Convicted plotter Ahmed Ressam has told the FBI that he conceived the idea to attack Los Angeles International Airport himself, but that in ---, Laden lieutenant Abu Zubaydah encouraged him and helped facilitate the operation. Ressam also said that in 1998 Abu Zubaydah was planning his own U.S. attack.

Ressam says bin Laden was aware of the Los Angeles operation. Although Bin Laden has not succeeded, his attacks against the U.S. Embassies in Kenya and Tanzania in 1998 demonstrate that he prepares operations years in advance and is not deterred by setbacks.
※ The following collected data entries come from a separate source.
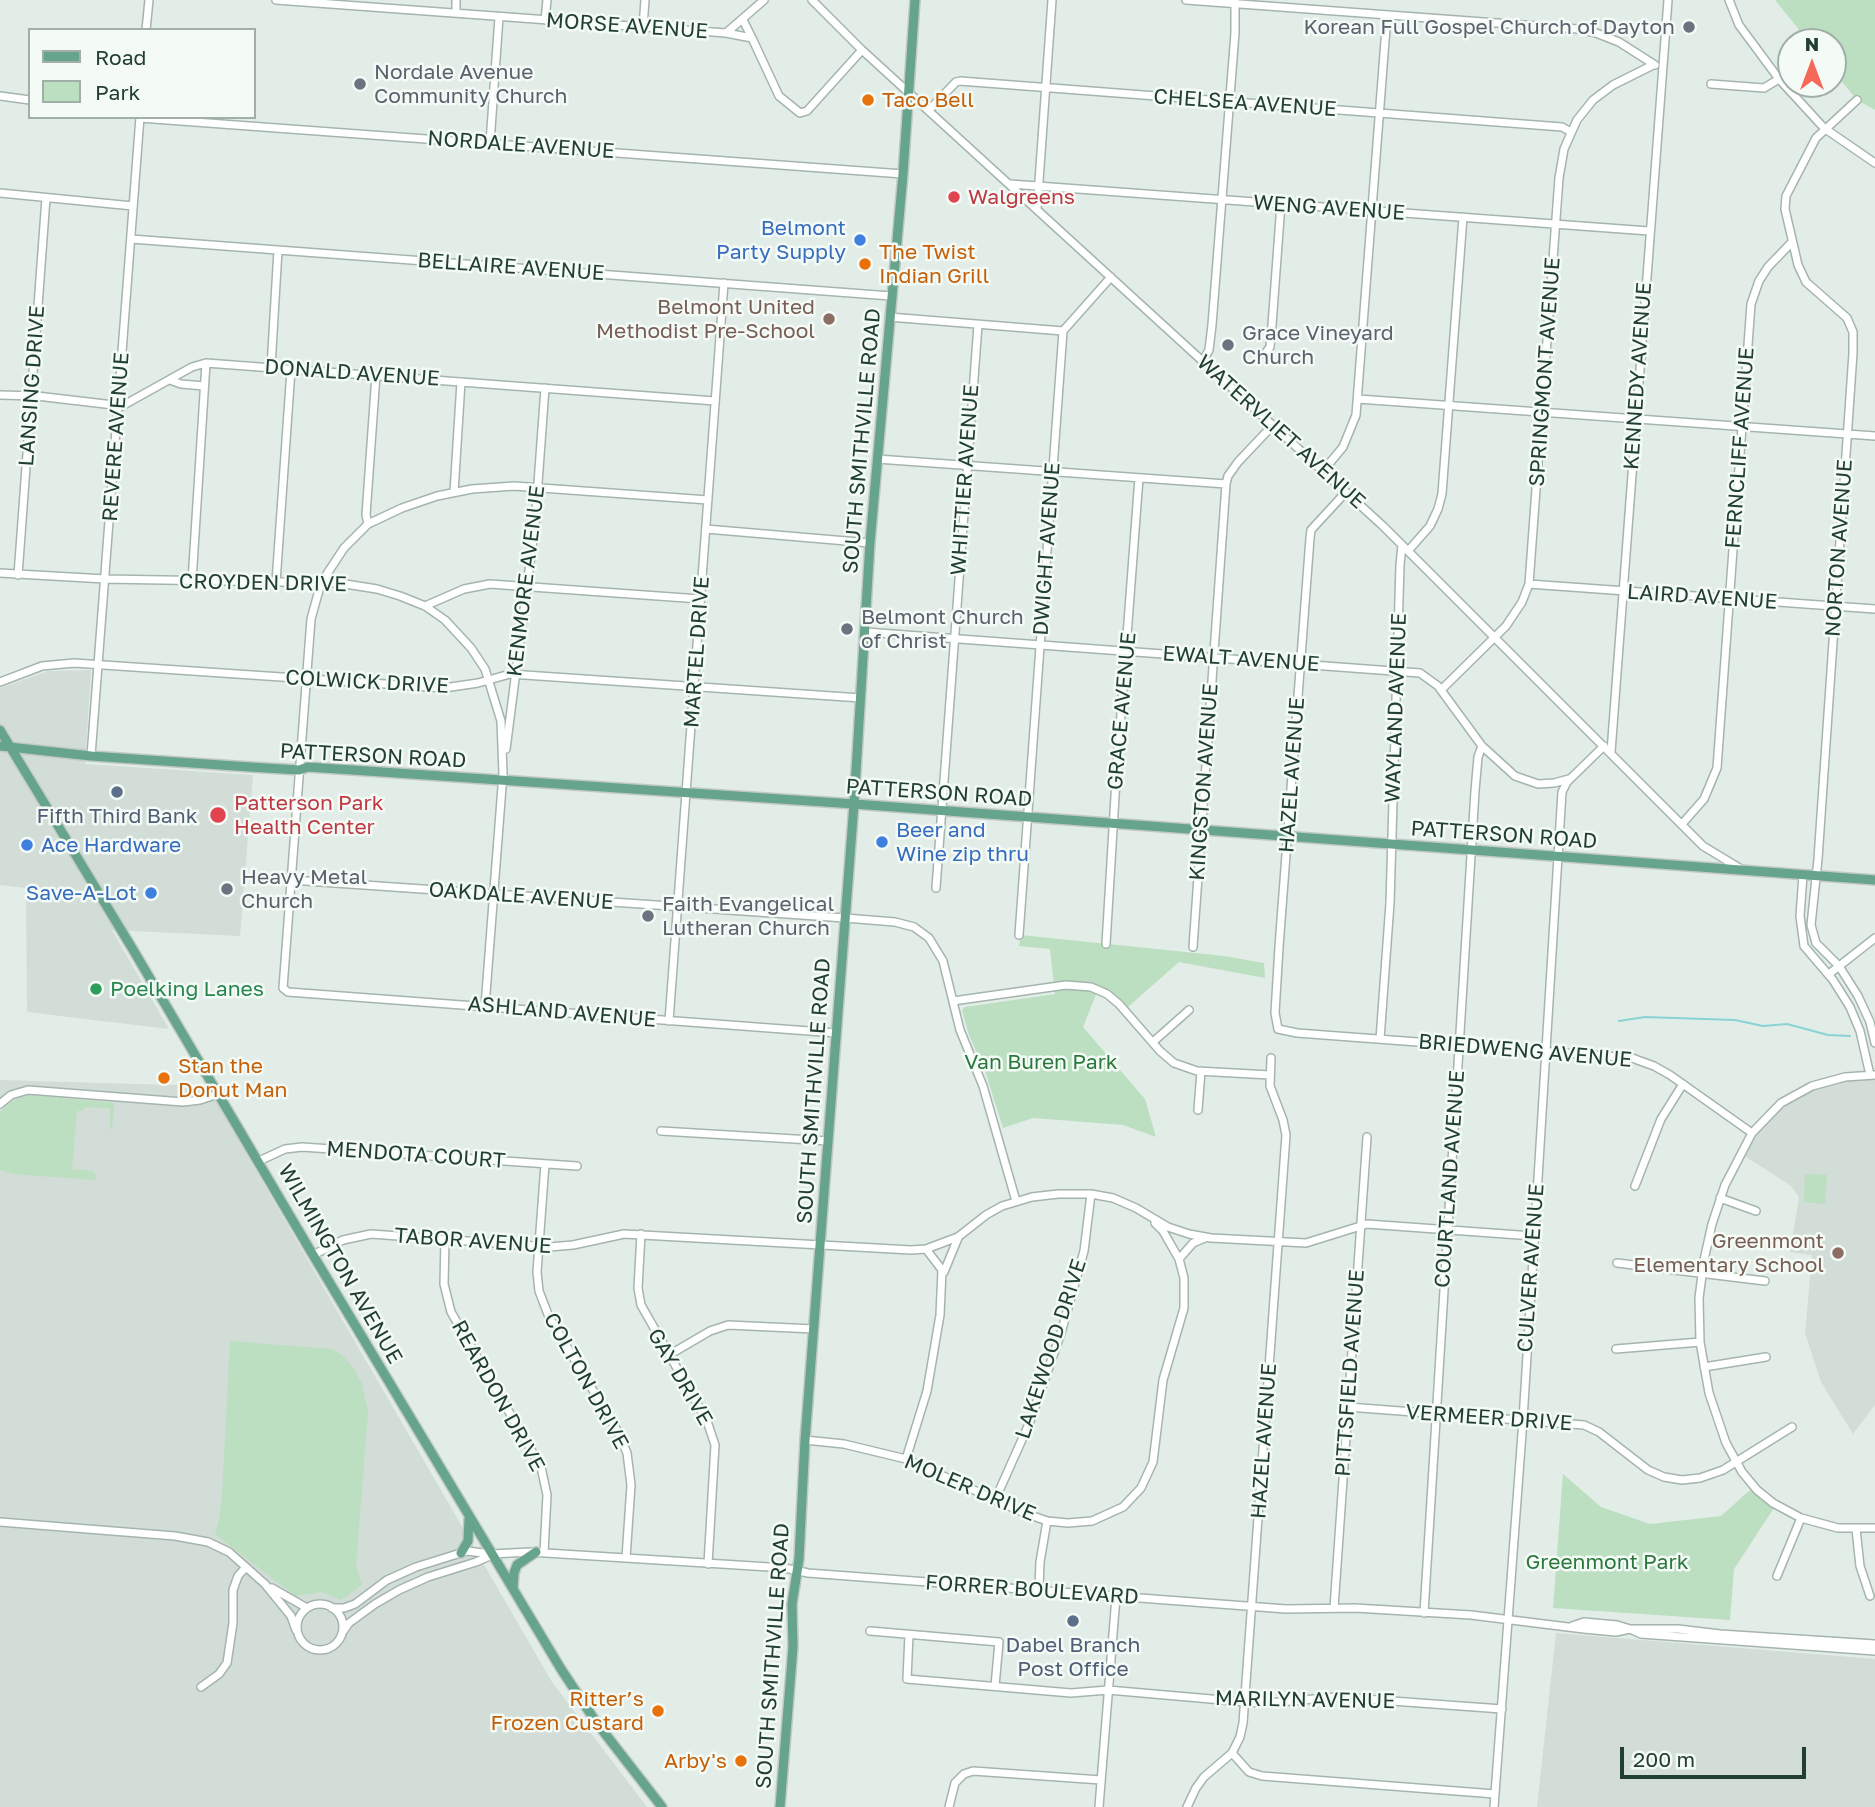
<!DOCTYPE html>
<html>
<head>
<meta charset="utf-8">
<style>
  body { margin:0 }
  #map { position:relative; width:1875px; height:1807px; overflow:hidden; background:#e3ede7; font-family:"Golos Text",sans-serif }
  canvas { display:block }
  .legend { position:absolute; left:28px; top:28px; width:228px; height:91px; box-sizing:border-box; background:#f4faf6; border:2px solid #a0afa8; margin:0; padding:9px 12px; list-style:none; font-size:21px; color:#223f33 }
  .legend li { display:flex; align-items:center; gap:14px; height:35px }
  .legend b { width:35px; border:2px solid #a0afa8 }
  .north { position:absolute; left:1777px; top:28px; width:70px; height:70px; box-sizing:border-box; background:#f4faf6; border:2px solid #a0afa8; border-radius:50%; rotate:0deg; font-size:19px; font-weight:700; line-height:28px; text-align:center; color:#223f33 }
  .north::after { content:''; display:block; margin:auto; width:24px; height:32px; background:#f66858; clip-path:polygon(50% 0,100% 100%,50% 72%,0 100%) }
  .scale { position:absolute; left:1620px; top:1747px; width:186px; height:32px; box-sizing:border-box; border:4px solid #223f33; border-top:0; padding-left:9px; font-size:21px; line-height:24px; white-space:nowrap; color:#223f33; -webkit-text-stroke:5px #f4faf6; paint-order:stroke }
</style>
</head>
<body>
<div id="map">
<canvas width="1875" height="1807"></canvas>
<ul class="legend">
<li><b style="height:9px;background:#66a48b"></b>Road</li>
<li><b style="height:19px;background:#bbdfc0"></b>Park</li>
</ul>
<div class="north">N</div>
<div class="scale">200 m</div>
</div>
<script>
const ctx = document.querySelector('canvas').getContext('2d');
ctx.lineJoin = 'round';
function fillPath(path, color) { ctx.fillStyle = color; ctx.fill(path, 'evenodd'); }
const poly = rows => new Path2D(rows.map(r => 'M' + r).join(''));
function strokePath(path, color, width, dash) { ctx.strokeStyle = color; ctx.lineWidth = width; ctx.lineCap = dash ? 'butt' : 'round'; ctx.setLineDash(dash || []); ctx.stroke(path); }
function label(font, color, halo, rows, align = 'center') {
  ctx.font = font + ' "Golos Text",sans-serif'; ctx.lineWidth = 5; ctx.setLineDash([]); ctx.textBaseline = 'middle'; ctx.strokeStyle = halo; ctx.fillStyle = color; for (const [text, x, y, turn = 0] of rows) {
    ctx.save(); ctx.translate(x, y); ctx.rotate((+turn || 0) * Math.PI / 180); ctx.textAlign = isNaN(turn) ? turn : align; if (halo) ctx.strokeText(text, 0, 0); ctx.fillText(text, 0, 0); ctx.restore();
  }
}
fillPath(poly([
  [91,670,85,764,253,775,240,936,112,930,169,1029,27,1012,26,888,0,885,0,688,48,671],
  [1875,1075,1875,1405,1853,1434,1821,1382,1805,1333,1812,1255,1790,1252,1799,1197,1791,1186,1740,1153,1768,1115,1812,1086],
  [0,1080,207,1086,552,1682,647,1807,0,1807],
  [1556,1633,1875,1659,1875,1807,1537,1807]
]), '#d1ddd6');
fillPath(poly([
  [1775,0,1875,0,1875,110,1857,100,1833,71,1833,42,1809,42],
  [1021,935,1224,956,1264,963,1265,978,1179,962,1128,1007,1114,994,1099,987,1083,1027,1145,1099,1156,1137,1123,1125,1033,1118,1003,1128,986,1074,969,1035,962,1010,965,1007,1055,994,1050,949,1019,946],
  [27,1095,114,1103,112,1130,110,1128,110,1108,86,1107,82,1111,77,1111,72,1169,92,1171,97,1176,94,1180,13,1174,0,1170,0,1112,12,1101],
  [1805,1174,1827,1175,1825,1204,1804,1202],
  [230,1341,331,1349,341,1354,352,1366,362,1384,368,1412,356,1565,362,1585,341,1600,321,1592,295,1596,215,1534,219,1520,222,1495],
  [1563,1474,1601,1507,1650,1524,1721,1516,1750,1490,1774,1508,1734,1569,1730,1620,1553,1608]
]), '#bbdfc0');
strokePath(poly([
  [1619,1021,1645,1017,1735,1020,1763,1026,1787,1024,1828,1035,1850,1036]
]), '#8ad3d4', 2);
const minor = poly([
  [276,0,726,33,752,38,779,96,800,113,807,111,862,50],
  [812,0,862,50,1383,526,1703,846,1741,869],
  [1186,0,1578,29,1596,33,1619,42,1655,65],
  [1729,0,1739,25,1779,79,1824,128,1875,163],
  [456,13,456,0],
  [545,20,547,0],
  [743,20,752,38],
  [643,27,645,0],
  [146,30,149,0],
  [726,33,764,0],
  [1711,84,1764,88,1779,79],
  [0,96,30,100],
  [1857,100,1816,138,1786,196,1785,209,1798,265,1806,282,1847,318,1853,332,1853,353,1818,859,1811,925,1816,943,1839,966,1858,996,1870,1022,1875,1043],
  [929,110,956,82,960,81,1562,127,1571,132],
  [140,118,903,174],
  [490,143,499,17],
  [1010,184,1649,231],
  [0,193,133,206],
  [1037,209,1052,0],
  [131,239,891,296],
  [889,317,1063,331,1111,277],
  [1265,354,1270,347,1272,325,1281,204],
  [1203,361,1209,350,1212,325,1235,33,1235,1],
  [271,367,278,250],
  [170,380,181,384,204,386],
  [0,395,37,396,122,406,192,367,206,363,715,401],
  [1358,399,1875,436],
  [877,459,1226,484],
  [1323,471,1343,447,1356,415,1387,15],
  [454,492,461,382],
  [1346,492,1311,530,1310,538,1279,947,1275,1013,1278,1029,1297,1033,1632,1058,1654,1066,1670,1075,1752,1133],
  [708,500,514,486,472,489,437,496,402,508,368,524,344,548,321,583,311,619,283,988,288,992,836,1033],
  [368,524,366,515,376,375],
  [706,529,870,543],
  [1408,551,1430,526,1438,509,1442,494,1463,217],
  [0,573,105,579,339,583,377,589,400,596,425,606,445,620,471,648,485,669,501,721,503,774,485,1006],
  [18,575,46,198],
  [192,581,206,363],
  [276,582,291,370],
  [1529,584,1875,609],
  [425,606,464,589,490,584,700,599],
  [865,632,1420,673,1438,686,1482,746,1515,776,1538,784,1554,783,1569,779],
  [0,682,42,666,74,663,444,688,478,683,510,674,861,698],
  [1441,690,1506,626,1522,602,1529,584,1559,178,1564,149,1577,120,1593,100,1613,85,1653,65],
  [506,749,535,524,545,388],
  [1611,752,1668,0],
  [91,756,140,117],
  [1682,824,1704,799,1717,768,1751,304,1759,281,1768,267,1792,242],
  [1803,875,1800,916,1804,946,1833,980,1850,1007,1860,1031,1870,1075],
  [291,880,845,918,895,922,914,927,929,938,943,961,960,1030,983,1086,1016,1201],
  [936,888,978,325],
  [1019,935,1063,331],
  [1106,944,1116,780,1139,478],
  [1193,947,1226,484,1228,476,1238,462,1273,425],
  [1829,974,1875,938],
  [953,1001,1066,985,1091,987,1107,994,1119,1004,1160,1051,1174,1063,1197,1071,1270,1075],
  [669,1021,724,283],
  [1380,1039,1390,903,1400,565,1402,545],
  [1153,1042,1189,1010],
  [1875,1075,1845,1077,1812,1086,1781,1103,1752,1133,1725,1185,1712,1224,1704,1260,1699,1298,1700,1342,1709,1393,1726,1443,1742,1472,1757,1490,1773,1503,1801,1518,1838,1528,1875,1528],
  [0,1104,11,1095,28,1090,183,1102,200,1100,218,1094],
  [1198,1110,1201,1071],
  [661,1131,828,1141],
  [259,1161,285,1149,302,1147,577,1166],
  [545,1164,537,1272,539,1291,549,1317,618,1432,627,1453,631,1485,626,1558],
  [1635,1186,1661,1119,1683,1084],
  [1720,1198,1756,1211],
  [641,1234,638,1288,641,1305,707,1421,715,1445,708,1564],
  [445,1240,444,1284,451,1312,541,1467,547,1495,544,1552],
  [313,1255,343,1240,371,1234,549,1247,573,1245,624,1234,911,1250,926,1249,958,1237,986,1215,1002,1206,1032,1197,1058,1194,1091,1194,1113,1198,1136,1208,1168,1227,1189,1234,1211,1238,1306,1243,1367,1224,1533,1236],
  [1179,1259,1193,1243,1205,1238],
  [1617,1263,1765,1281],
  [944,1272,958,1238],
  [1616,1349,1700,1342],
  [669,1355,710,1331,728,1325,814,1329],
  [1704,1367,1766,1357],
  [1348,1407,1584,1425,1599,1432,1648,1470,1664,1477,1682,1480,1700,1478,1723,1470,1792,1427],
  [805,1440,844,1444,906,1459,1022,1512,1047,1521,1068,1523,1092,1521,1123,1507,1141,1488,1153,1462,1163,1380,1184,1308,1184,1278,1179,1259,1163,1231,1155,1223],
  [906,1459,927,1391,940,1315,942,1270,926,1249],
  [995,1500,1029,1424,1061,1333,1084,1251,1091,1194],
  [0,1522,175,1536,208,1542,229,1552,265,1584,291,1616,296,1630],
  [1856,1529,1860,1566,1870,1596],
  [1777,1576,1801,1518],
  [272,1588,307,1608],
  [1039,1589,1040,1562,1047,1521],
  '297 1627a23 23 0 1 1 46 0a23 23 0 1 1-46 0Z',
  [332,1608,344,1608,355,1604,387,1580,416,1567,467,1551,492,1554,530,1552,785,1568,808,1573,1286,1609,1355,1608,1471,1615,1584,1629,1616,1632,1630,1629,1641,1634,1875,1651],
  [1334,1608,1367,1137],
  [1424,1613,1475,791,1478,757,1482,746],
  [1572,1626,1584,1622,1617,1625,1630,1629,1678,1629,1720,1634,1875,1644],
  [870,1631,999,1642,995,1686],
  [342,1633,349,1623,375,1604,399,1590,428,1577,476,1562,492,1555],
  [909,1635,907,1679,1071,1693,1108,1690,1245,1702,1268,1703,1337,1697,1502,1709],
  [201,1687,219,1674,227,1663,233,1623,233,1590,238,1576,246,1567],
  [1232,1753,1249,1772,1262,1776,1495,1794],
  [949,1807,955,1783,964,1774,973,1771,1101,1780],
  [1099,1807,1116,1597],
  [1187,1807,1196,1788,1204,1777,1232,1753,1240,1737,1243,1723,1286,1135,1283,1120,1270,1086,1271,1058],
  [1494,1807,1523,1420,1562,792,1567,782,1604,746]
]);
const major = poly([
  [0,730,132,948,313,1255,561,1669,596,1722,662,1807],
  [0,746,91,756,250,767,299,770,308,767,854,804,1875,880],
  [461,1553,468,1541,469,1519],
  [513,1589,514,1573,517,1565,536,1552],
  [780,1807,793,1647,792,1604,799,1559,805,1440,854,804,870,543,903,174,915,0]
]);
strokePath(minor, '#a5b5ad', 10);
strokePath(major, '#c1c9c6', 12);
strokePath(minor, '#fff', 7);
strokePath(major, '#66a48b', 9);
for (const [x, y, r, color] of [
  [1689,27,7,"#6b7280"],
  [360,84,7,"#6b7280"],
  [868,100,7,"#e8710a"],
  [954,197,7,"#e0444e"],
  [860,240,7,"#3f7fe0"],
  [865,264,7,"#e8710a"],
  [829,319,7,"#8d6e63"],
  [1228,345,7,"#6b7280"],
  [847,629,7,"#6b7280"],
  [117,792,7,"#5c6f8a"],
  [218,815,9,"#e0444e"],
  [882,842,7,"#3f7fe0"],
  [27,845,7,"#3f7fe0"],
  [227,889,7,"#6b7280"],
  [151,893,7,"#3f7fe0"],
  [648,916,7,"#6b7280"],
  [96,989,7,"#2e9e5b"],
  [164,1078,7,"#e8710a"],
  [1838,1253,7,"#8d6e63"],
  [1073,1621,7,"#5c6f8a"],
  [658,1711,7,"#e8710a"],
  [741,1761,7,"#e8710a"]
]) { const dot = new Path2D(); dot.arc(x, y, r, 0, 2 * Math.PI); ctx.fillStyle = color; ctx.fill(dot); strokePath(dot, '#f4faf6', 2.5); }
label('21px', '#223f33', '#f4faf6', [
  ["MORSE AVENUE",627,26,4],
  ["CHELSEA AVENUE",1245,103,4],
  ["NORDALE AVENUE",521,145,4],
  ["WENG AVENUE",1329,208,4],
  ["BELLAIRE AVENUE",511,267,4],
  ["SPRINGMONT AVENUE",1545,372,-86],
  ["DONALD AVENUE",352,373,4],
  ["KENNEDY AVENUE",1638,376,-86],
  ["LANSING DRIVE",32,386,-86],
  ["WATERVLIET AVENUE",1281,432,42],
  ["REVERE AVENUE",116,437,-86],
  ["SOUTH SMITHVILLE ROAD",862,441,-85],
  ["FERNCLIFF AVENUE",1740,448,-86],
  ["WHITTIER AVENUE",965,480,-86],
  ["NORTON AVENUE",1839,548,-86],
  ["DWIGHT AVENUE",1047,549,-86],
  ["KENMORE AVENUE",526,581,-83],
  ["CROYDEN DRIVE",263,583,1],
  ["LAIRD AVENUE",1702,597,4],
  ["MARTEL DRIVE",697,652,-86],
  ["EWALT AVENUE",1241,659,4],
  ["COLWICK DRIVE",367,682,3],
  ["WAYLAND AVENUE",1396,708,-88],
  ["GRACE AVENUE",1122,711,-85],
  ["PATTERSON ROAD",373,756,3],
  ["HAZEL AVENUE",1292,775,-86],
  ["KINGSTON AVENUE",1204,782,-86],
  ["PATTERSON ROAD",939,793,4],
  ["PATTERSON ROAD",1504,835,4],
  ["OAKDALE AVENUE",521,896,4],
  ["ASHLAND AVENUE",562,1012,5],
  ["BRIEDWENG AVENUE",1525,1051,5],
  ["SOUTH SMITHVILLE ROAD",814,1091,-86],
  ["MENDOTA COURT",416,1155,4],
  ["COURTLAND AVENUE",1450,1179,-86],
  ["TABOR AVENUE",473,1241,4],
  ["WILMINGTON AVENUE",340,1264,60],
  ["CULVER AVENUE",1531,1268,-86],
  ["LAKEWOOD DRIVE",1051,1349,-72],
  ["PITTSFIELD AVENUE",1350,1373,-86],
  ["GAY DRIVE",680,1377,60],
  ["COLTON DRIVE",586,1381,61],
  ["REARDON DRIVE",498,1396,61],
  ["VERMEER DRIVE",1489,1418,4],
  ["HAZEL AVENUE",1264,1441,-86],
  ["MOLER DRIVE",970,1488,23],
  ["FORRER BOULEVARD",1032,1590,4],
  ["SOUTH SMITHVILLE ROAD",773,1656,-86],
  ["MARILYN AVENUE",1305,1700,1]
]);
label('21px', '#5b616d', '#f4faf6', [
  ["Korean Full Gospel Church of Dayton",1675,27,"right"],
  ["Nordale Avenue",374,72],
  ["Community Church",374,96],
  ["Grace Vineyard",1242,333],
  ["Church",1242,357],
  ["Belmont Church",861,617],
  ["of Christ",861,641],
  ["Heavy Metal",241,877],
  ["Church",241,901],
  ["Faith Evangelical",662,904],
  ["Lutheran Church",662,928]
], 'left');
label('21px', '#c56008', '#f4faf6', [
  ["Taco Bell",882,100],
  ["The Twist",879,252],
  ["Indian Grill",879,276],
  ["Stan the",178,1066],
  ["Donut Man",178,1090],
  ["Ritter’s",644,1699,"right"],
  ["Frozen Custard",644,1723,"right"],
  ["Arby's",727,1761,"right"]
], 'left');
label('21px', '#be3a42', '#f4faf6', [
  ["Walgreens",968,197],
  ["Patterson Park",234,803],
  ["Health Center",234,827]
], 'left');
label('21px', '#366cbe', '#f4faf6', [
  ["Belmont",846,228],
  ["Party Supply",846,252],
  ["Beer and",896,830,"left"],
  ["Wine zip thru",896,854,"left"],
  ["Ace Hardware",41,845,"left"],
  ["Save-A-Lot",137,893]
], 'right');
label('21px', '#785e54', '#f4faf6', [
  ["Belmont United",815,307],
  ["Methodist Pre-School",815,331],
  ["Greenmont",1824,1241],
  ["Elementary School",1824,1265]
], 'right');
label('21px', '#4e5e75', '#f4faf6', [
  ["Fifth Third Bank",117,816],
  ["Dabel Branch",1073,1645],
  ["Post Office",1073,1669]
]);
label('21px', '#27864d', '#f4faf6', [
  ["Poelking Lanes",110,989]
], 'left');
label('21px', '#2b783d', '#f4faf6', [
  ["Van Buren Park",1041,1062],
  ["Greenmont Park",1607,1562]
]);
</script>
</body>
</html>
Bin Laden associates surveyed our embassies in Nairobi and Dar es Salaam as early as 1993, and some members of the Nairobi cell planning the bombings were arrested and deported in 1997.

Al Qaeda members -- including some who are U.S. citizens -- have resided in or traveled to the U.S. for years, and the group apparently maintains a support structure that could aid attacks.

Two al-Qaeda members found guilty in the conspiracy to bomb our embassies in East Africa were U.S. citizens, and a senior EIJ member lived in California in the mid-1990s.

A clandestine source said in 1998 that a bin Laden cell in New York was recruiting Muslim-American youth for attacks.

We have not been able to corroborate some of the more sensational threat reporting, such as that from a ---- service in 1998 saying that Bin Laden wanted to hijack a U.S. aircraft to gain the release of "Blind Sheikh" Omar Abdel Rahman and other U.S.-held extremists.

Nevertheless, FBI information since that time indicates patterns of suspicious activity in this country consistent with preparations for hijackings or other types of attacks, including recent surveillance of federal buildings in New York.

The FBI is conducting approximately 70 full-field investigations throughout the U.S. that it considers bin Laden-related. CIA and the FBI are investigating a call to our embassy in the UAE in May saying that a group or bin Laden supporters was in the U.S. planning attacks with explosives.